Eskom chief executive Phakamani Hadebe will step down at the end of July 2019, the Eskom board announced on Friday.

Eskom board’s chairperson Jabu Mabuza said he was grateful to Hadebe for his commitment to ensuring leadership stability at the power utility.  

“On behalf of myself and the Board, I would like to extend my sincere gratitude to Mr Hadebe for his contribution to Eskom’s transition journey. The dedication and passion with which he has taken to fulfilling such a critical mandate is commendable,” said Mabuza.

The government appointed Hadebe as group chief executive of Eskom in May 2018, ending a string of interim appointments that stretched back to 2016.

Hadebe, in a statement on Friday, said he resigned from Eskom due to health reasons.

“It is no secret that this role comes with unimaginable demands which have unfortunately had a negative impact on my health. In the best interests of Eskom and my family, I have therefore decided to step down,” said Hadebe.

“It has been a privilege to serve South Africans as the Group Chief Executive (GCE) of Eskom. I am humbled and grateful to have contributed towards the stability for an organisation that is critical for our economy. I am particularly grateful to the Board, the EXCO, and all our employees for their resilience and support during this journey.”

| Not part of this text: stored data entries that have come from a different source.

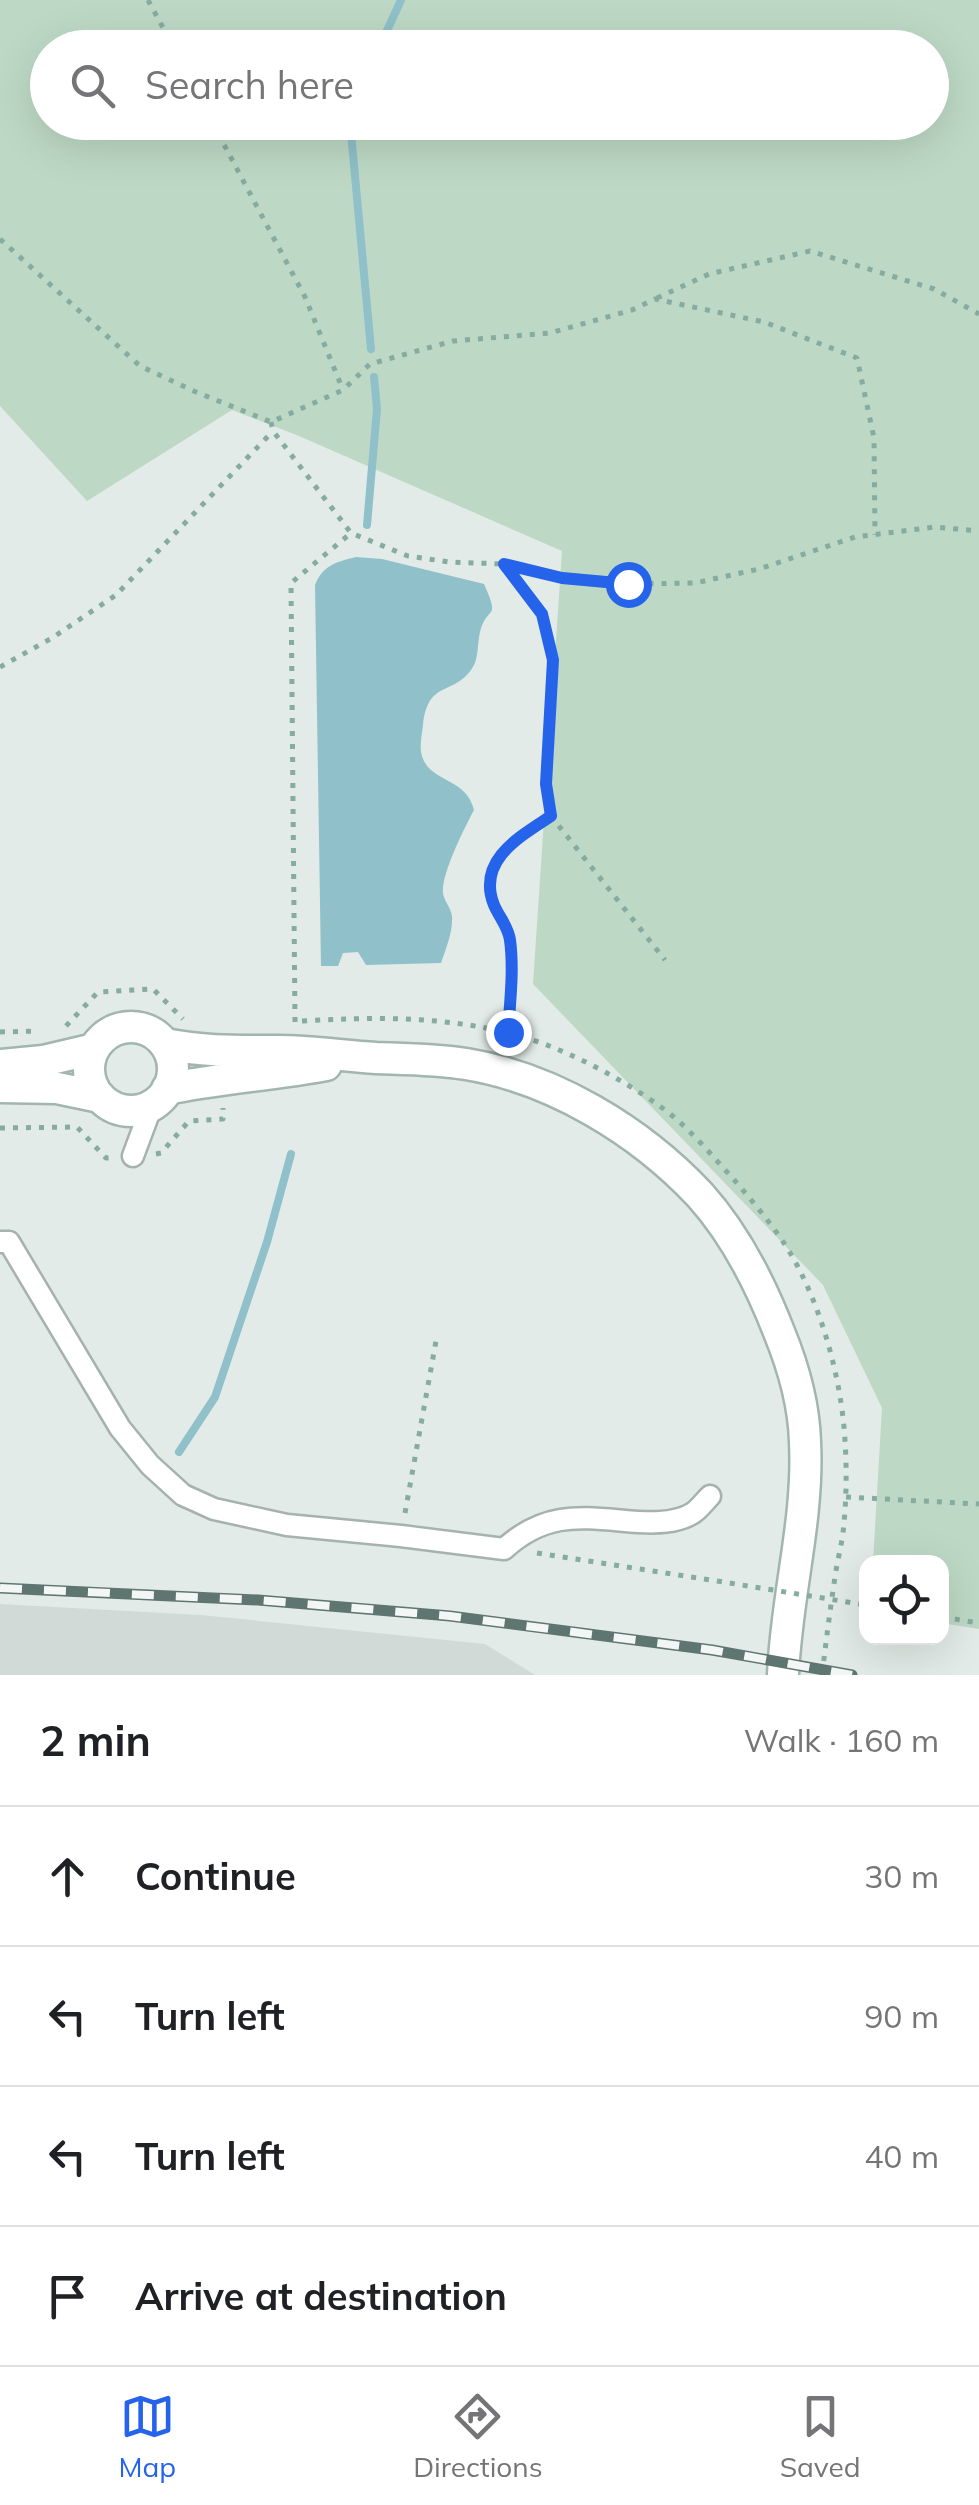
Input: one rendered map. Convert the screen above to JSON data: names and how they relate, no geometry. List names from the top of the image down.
{
  "page": {
    "search": "Search here",
    "heading": ["2 min", "Walk · 160 m"],
    "list": [
      ["Continue", "30 m"],
      ["Turn left", "90 m"],
      ["Turn left", "40 m"],
      "Arrive at destination"
    ],
    "nav": ["Map", "Directions", "Saved"]
  }
}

Mabuza added: “We have learnt to depend on his resilience to drive the kind of transformation that South Africa expects of our organisation. Appreciating the toll that this takes on an individual, we have had to, with regret, accept his decision.”  

Eskom is by far the largest of South Africa’s many state-owned companies.

However, the power utility currently stands as one of the largest threat to the South African economy following the load-shedding crisis.

Hadebe and the board also came under criticism for lack of experience in engineering and the energy sector.  

 Only two of the 13 people on the board have experience in the energy sector, according to the former acting chief executive of the power utility, Matshela Koko.